The book was published in paperback format in 1976 and required or collateral reading in colleges for many years. This writer first read it for a course named "Business and Society" in the late 1970s. Interestingly enough it was assigned in the name of fairness by a scholarly professor who was both a political conservative and a determined atheist, and who thought it represented the classical conservative Christian position. However, Ideas Have Consequences is seriously, even irremediably flowed from the biblical Christian perspective.

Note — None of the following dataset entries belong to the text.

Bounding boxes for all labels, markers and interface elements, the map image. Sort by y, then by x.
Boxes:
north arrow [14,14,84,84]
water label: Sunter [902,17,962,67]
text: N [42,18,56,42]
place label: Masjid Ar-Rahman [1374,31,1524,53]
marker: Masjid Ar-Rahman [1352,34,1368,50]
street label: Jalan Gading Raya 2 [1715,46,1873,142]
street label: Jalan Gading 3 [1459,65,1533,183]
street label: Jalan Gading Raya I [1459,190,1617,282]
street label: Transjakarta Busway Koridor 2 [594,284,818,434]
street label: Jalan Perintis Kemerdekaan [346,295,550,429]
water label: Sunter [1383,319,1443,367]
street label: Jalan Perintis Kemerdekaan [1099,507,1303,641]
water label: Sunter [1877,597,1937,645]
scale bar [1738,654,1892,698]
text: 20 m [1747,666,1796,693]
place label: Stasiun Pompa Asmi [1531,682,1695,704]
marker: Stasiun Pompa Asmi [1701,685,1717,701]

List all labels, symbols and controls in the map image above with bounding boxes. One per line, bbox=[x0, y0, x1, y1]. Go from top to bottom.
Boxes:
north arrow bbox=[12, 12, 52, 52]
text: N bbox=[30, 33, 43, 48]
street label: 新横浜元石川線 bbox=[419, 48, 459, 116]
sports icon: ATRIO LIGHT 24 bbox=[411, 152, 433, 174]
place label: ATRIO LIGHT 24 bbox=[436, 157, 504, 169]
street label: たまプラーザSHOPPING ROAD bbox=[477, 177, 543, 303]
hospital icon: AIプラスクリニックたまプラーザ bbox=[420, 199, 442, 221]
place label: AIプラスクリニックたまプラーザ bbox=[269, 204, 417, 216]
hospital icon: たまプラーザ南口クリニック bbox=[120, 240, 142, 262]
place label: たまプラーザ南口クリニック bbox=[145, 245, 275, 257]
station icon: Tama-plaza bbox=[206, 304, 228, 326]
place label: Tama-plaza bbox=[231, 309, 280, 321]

It is true that Weaver makes a number of subsidiary points Christians can accept. On the first page he castigates the theory of history asserting that
the most advanced point in time represents the point of highest development, aided no doubt by theories of evolution which suggest to the uncritical a kind of necessary passage from simple to complex. Yet the real trouble is the appalling problem of getting men to distinguish between better and worse.2
Weaver deplores the loss of man's faith in a reality transcending the senses, and with that loss the abandonment of the doctrine of original sin. He stresses the importance of form for culture, rightly stating that "unformed expression is ever tending toward ignorance."3 He scathingly condemns the invasion of privacy and the scandal-mongering and tendentious reporting of the news media (already long before the advent of television). For example, he quotes the British educator and literary critic Matthew Arnold who wrote after a tour of the United States in 1888 that "if one were searching for the best means to efface and kill in a whole nation the discipline of self-respect, the feeling for what is elevated, he could do no better than take the American newspapers."4 Weaver calls the media obscene because it displays for sensation-hungry masses, and for material gain, "scenes of intense private grief," and adds, "The area of privacy has been abandoned because the definition of person has been lost."5 This is true enough, but Weaver does not say that human personhood is founded upon the biblical creation of man in God's own image and likeness. Prominent Christians who unlike Weaver speak openly, explicitly and unabashedly as Christians share his hostility toward today's perverted "news reporting." C. S. Lewis, for instance, loathed the daily press, in particular articles aimed at the subversion of intellectual public opinion leaders. The great Russian Christian Aleksandr Solzhenitsyn delivered a devastating condemnation of the Western news media in his prophetic June 1978 commencement address at Harvard.6
Weaver correctly states that modern education has shifted from the medieval ideal of preparing man for immortality to the materialist-utilitarian goal of preparing him to live successfully in this world. Modern education is failing "because democracy has rebelled at the thought of sacrifice . . . without which there is no training in intellectual discipline."7 The need for a source of authority is imperative in modern egalitarian, inherently anarchistic society. Weaver points out that the modern notion of infinite material progress has produced "economic man, whose destiny is mere activity."3 Furthermore, modern excessive specialization in work and research has led to an impoverished and limited world vision, the evil of scientism, and the fragmentation and relativism of modern philosophy. Weaver sees it as the cause of the decline of a "liberally educated class" in Western culture today.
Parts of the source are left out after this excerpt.